Netezza TwinFin i-Class overview
I have long complained about difficulties in discussing Netezza’s TwinFin i-Class analytic platform. But I’m ready now, and in the grand sweep of the product’s history I’m not even all that late. The Netezza i-Class timing story goes something like this:
- Netezza i-Class was first foreshadowed in February, 2010.
- Netezza i-Class customer testing started in October, 2010 or so. Netezza i-Class evidently has been shipped to 4-5 partners and a single-digit number of end-user organizations, spread across some usual-suspect industries (financial services, telecom, and so on).
- Netezza i-Class 1.0 general availability is still in the (near) future.
My advice to Netezza as to how it should describe TwinFin i-Class boils down to:
1. The Netezza platform has been enhanced in two major ways:
- There’s a good way to run all kinds of analytic processes. This is very flexible and powerful, but tightly integrated with the SQL engine even so.
- You are supplying some specific high-performing, highly parallel, big-data analytic process building blocks. More precisely, you have greatly extended the set of such building blocks; you had some cool building blocks (notably Spatial) even before this.
2. There are four main ways to get at this:
- Extended SQL.
- Programming, in a bunch of languages and paradigms, integrated into the SQL.
- Partner code, with them doing the programming for you.
Some of the rah-rah words aside, that’s a pretty fair overview. Here’s more detail.
To refresh your memory: Netezza TwinFin i-Class functionality basics include, as best I can tell (and there’s some more detail at the links above):
- You can run processes in a usual-suspect set of languages on Netezza i-Class (even Fortran).
- One notable example is R; indeed, there’s an R client for talking to Netezza TwinFin.
- Netezza provides its own Hadoop implementation, which differs from standard Hadoop implementations most notably in that it manages data relationally via the usual Netezza DBMS, not in anything like HDFS.
- Anything written in any language except C/C++ (or of course SQL) — and in particular anything involving Hadoop — runs out-of-process versus the Netezza DBMS. C/C++ can run in-process, for maximum performance.*
- There’s an assortment of parallelized mathematical analytic packages built into Netezza i-Class. The matrix algebra ones are called nzMatrix. Most of the rest are part of a collection called nzAnalytics. Often these are implemented as stored procedures, as they may make multiple passes through the data.
- Netezza has thoughtfully ported thousands of analytic procedures for you to the Netezza platform (in essence, the basic R/CRAN and GNU libraries). These are not promised to be parallel on their own, but you’re welcome to invoke an instance on each node and parallelize that way.
I forgot to check, but I’m guessing any extension of workload management to cover non-DBMS processes won’t be in the first release of Netezza i-Class.
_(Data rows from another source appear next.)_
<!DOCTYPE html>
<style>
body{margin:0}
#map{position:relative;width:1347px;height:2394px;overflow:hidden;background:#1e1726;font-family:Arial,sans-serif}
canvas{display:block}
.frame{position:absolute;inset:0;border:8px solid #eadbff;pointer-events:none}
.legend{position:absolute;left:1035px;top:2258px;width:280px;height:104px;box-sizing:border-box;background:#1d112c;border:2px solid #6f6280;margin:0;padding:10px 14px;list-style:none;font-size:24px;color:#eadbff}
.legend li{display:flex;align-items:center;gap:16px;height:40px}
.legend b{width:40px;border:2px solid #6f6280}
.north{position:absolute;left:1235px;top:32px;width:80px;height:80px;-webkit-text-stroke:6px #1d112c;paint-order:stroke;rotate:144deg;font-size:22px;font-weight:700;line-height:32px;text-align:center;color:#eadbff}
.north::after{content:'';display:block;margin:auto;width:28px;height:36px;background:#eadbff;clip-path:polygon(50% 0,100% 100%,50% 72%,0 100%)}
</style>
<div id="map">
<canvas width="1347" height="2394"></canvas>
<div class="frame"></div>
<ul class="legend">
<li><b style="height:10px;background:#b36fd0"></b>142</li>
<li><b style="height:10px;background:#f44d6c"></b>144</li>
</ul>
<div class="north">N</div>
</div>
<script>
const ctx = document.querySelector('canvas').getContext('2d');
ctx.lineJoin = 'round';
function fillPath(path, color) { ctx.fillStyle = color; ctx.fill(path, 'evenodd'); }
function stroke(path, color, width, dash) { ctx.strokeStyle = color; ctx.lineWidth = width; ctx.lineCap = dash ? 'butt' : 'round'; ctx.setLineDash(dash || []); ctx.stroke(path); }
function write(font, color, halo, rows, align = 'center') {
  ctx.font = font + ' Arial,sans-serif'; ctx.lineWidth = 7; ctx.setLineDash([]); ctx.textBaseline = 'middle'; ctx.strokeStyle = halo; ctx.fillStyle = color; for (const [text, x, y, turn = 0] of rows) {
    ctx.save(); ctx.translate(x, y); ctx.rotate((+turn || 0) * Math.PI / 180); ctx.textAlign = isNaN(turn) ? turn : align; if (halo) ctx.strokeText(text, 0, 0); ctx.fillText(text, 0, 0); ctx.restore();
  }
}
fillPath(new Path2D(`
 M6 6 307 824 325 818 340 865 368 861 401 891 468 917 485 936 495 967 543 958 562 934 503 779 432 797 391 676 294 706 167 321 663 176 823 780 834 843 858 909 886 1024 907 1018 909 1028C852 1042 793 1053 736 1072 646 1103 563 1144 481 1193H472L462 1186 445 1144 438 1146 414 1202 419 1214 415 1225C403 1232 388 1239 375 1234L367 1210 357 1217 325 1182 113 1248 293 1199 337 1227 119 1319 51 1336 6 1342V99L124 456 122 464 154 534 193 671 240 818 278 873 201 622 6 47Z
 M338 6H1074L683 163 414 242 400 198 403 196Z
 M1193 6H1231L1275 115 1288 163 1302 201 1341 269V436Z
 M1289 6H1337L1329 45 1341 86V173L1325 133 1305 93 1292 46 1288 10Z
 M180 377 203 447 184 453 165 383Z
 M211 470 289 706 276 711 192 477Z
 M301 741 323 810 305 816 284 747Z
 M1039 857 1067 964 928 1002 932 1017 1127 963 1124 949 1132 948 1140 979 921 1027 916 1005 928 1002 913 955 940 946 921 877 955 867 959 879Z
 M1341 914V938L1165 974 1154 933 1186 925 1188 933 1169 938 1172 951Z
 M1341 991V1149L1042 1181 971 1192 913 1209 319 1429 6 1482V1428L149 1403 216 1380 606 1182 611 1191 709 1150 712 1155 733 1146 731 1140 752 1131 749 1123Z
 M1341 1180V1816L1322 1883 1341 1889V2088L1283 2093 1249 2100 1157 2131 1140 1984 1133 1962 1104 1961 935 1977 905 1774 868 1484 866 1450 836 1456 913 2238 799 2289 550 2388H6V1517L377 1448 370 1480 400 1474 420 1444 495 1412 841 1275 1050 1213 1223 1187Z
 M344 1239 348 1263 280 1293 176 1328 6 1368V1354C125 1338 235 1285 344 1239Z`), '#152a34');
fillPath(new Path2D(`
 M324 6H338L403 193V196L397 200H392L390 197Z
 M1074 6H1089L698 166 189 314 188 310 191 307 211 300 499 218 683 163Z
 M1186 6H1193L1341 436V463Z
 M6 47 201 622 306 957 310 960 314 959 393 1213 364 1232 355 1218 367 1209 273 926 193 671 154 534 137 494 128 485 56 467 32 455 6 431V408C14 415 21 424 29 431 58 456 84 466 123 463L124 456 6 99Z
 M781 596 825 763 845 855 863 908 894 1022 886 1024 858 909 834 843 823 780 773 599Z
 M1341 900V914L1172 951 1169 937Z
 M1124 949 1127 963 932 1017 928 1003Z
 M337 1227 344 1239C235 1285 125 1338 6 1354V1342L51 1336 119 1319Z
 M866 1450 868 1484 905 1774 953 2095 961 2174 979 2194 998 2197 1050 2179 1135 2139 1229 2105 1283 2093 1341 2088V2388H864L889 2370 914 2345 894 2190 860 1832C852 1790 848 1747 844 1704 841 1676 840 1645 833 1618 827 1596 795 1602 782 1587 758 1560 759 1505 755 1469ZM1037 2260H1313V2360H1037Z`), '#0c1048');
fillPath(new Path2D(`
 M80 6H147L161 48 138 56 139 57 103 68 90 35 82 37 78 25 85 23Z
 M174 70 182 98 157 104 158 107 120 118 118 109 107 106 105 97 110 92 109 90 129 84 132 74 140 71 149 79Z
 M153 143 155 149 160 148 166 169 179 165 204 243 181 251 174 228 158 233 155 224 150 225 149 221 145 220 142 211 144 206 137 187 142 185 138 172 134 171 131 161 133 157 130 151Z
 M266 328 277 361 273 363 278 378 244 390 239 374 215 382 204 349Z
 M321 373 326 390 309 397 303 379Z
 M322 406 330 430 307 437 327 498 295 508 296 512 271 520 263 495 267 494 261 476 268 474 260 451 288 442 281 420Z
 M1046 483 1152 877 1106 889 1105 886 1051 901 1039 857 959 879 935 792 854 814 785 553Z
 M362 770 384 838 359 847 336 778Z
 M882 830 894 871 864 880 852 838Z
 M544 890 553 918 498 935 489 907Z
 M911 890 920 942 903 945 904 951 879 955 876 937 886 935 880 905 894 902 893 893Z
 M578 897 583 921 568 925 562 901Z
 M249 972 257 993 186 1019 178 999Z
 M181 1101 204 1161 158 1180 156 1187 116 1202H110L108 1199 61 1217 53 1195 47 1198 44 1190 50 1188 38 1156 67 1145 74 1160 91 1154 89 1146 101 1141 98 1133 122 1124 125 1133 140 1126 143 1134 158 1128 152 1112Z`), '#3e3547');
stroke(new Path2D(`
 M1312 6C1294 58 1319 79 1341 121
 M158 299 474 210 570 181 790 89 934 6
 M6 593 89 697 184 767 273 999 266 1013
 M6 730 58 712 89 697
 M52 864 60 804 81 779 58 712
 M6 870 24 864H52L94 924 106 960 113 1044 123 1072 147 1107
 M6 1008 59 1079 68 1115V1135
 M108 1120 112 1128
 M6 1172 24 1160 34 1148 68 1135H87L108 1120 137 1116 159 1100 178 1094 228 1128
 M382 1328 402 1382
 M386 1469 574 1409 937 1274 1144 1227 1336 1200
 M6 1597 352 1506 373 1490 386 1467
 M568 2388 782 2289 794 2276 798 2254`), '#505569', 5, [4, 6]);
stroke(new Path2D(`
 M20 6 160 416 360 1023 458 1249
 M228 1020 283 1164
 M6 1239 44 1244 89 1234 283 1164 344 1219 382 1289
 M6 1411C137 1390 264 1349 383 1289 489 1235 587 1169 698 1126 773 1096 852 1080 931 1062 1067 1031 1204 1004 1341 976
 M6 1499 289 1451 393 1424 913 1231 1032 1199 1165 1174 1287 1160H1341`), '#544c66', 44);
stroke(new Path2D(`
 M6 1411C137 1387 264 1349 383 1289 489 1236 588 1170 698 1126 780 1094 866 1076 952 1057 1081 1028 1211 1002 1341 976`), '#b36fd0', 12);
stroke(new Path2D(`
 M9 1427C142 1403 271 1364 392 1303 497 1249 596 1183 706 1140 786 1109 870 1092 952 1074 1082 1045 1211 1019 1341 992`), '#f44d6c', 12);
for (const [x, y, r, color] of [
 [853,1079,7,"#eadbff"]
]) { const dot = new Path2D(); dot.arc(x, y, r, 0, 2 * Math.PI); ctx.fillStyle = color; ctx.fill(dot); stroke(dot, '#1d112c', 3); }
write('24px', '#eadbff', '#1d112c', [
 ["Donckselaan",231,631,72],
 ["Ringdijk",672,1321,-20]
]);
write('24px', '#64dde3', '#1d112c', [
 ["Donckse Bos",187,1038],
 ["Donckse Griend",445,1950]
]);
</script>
*However, Netezza says that if you can batch requests to return even just 500-1000 records at a time, the out-of-process performance penalty — which is based on wait time for transferring data between processes — becomes insignificant.
None of that is particularly new information. But after a visit to Netezza on Tuesday, I’ve finally gotten some kind of handle on how i-Class is architected. Highlights of the Netezza i-Class architecture story, as I understand them, include:
- It all starts with UDtFs — User-Defined (table) Functions, which are subject to the usual limitations.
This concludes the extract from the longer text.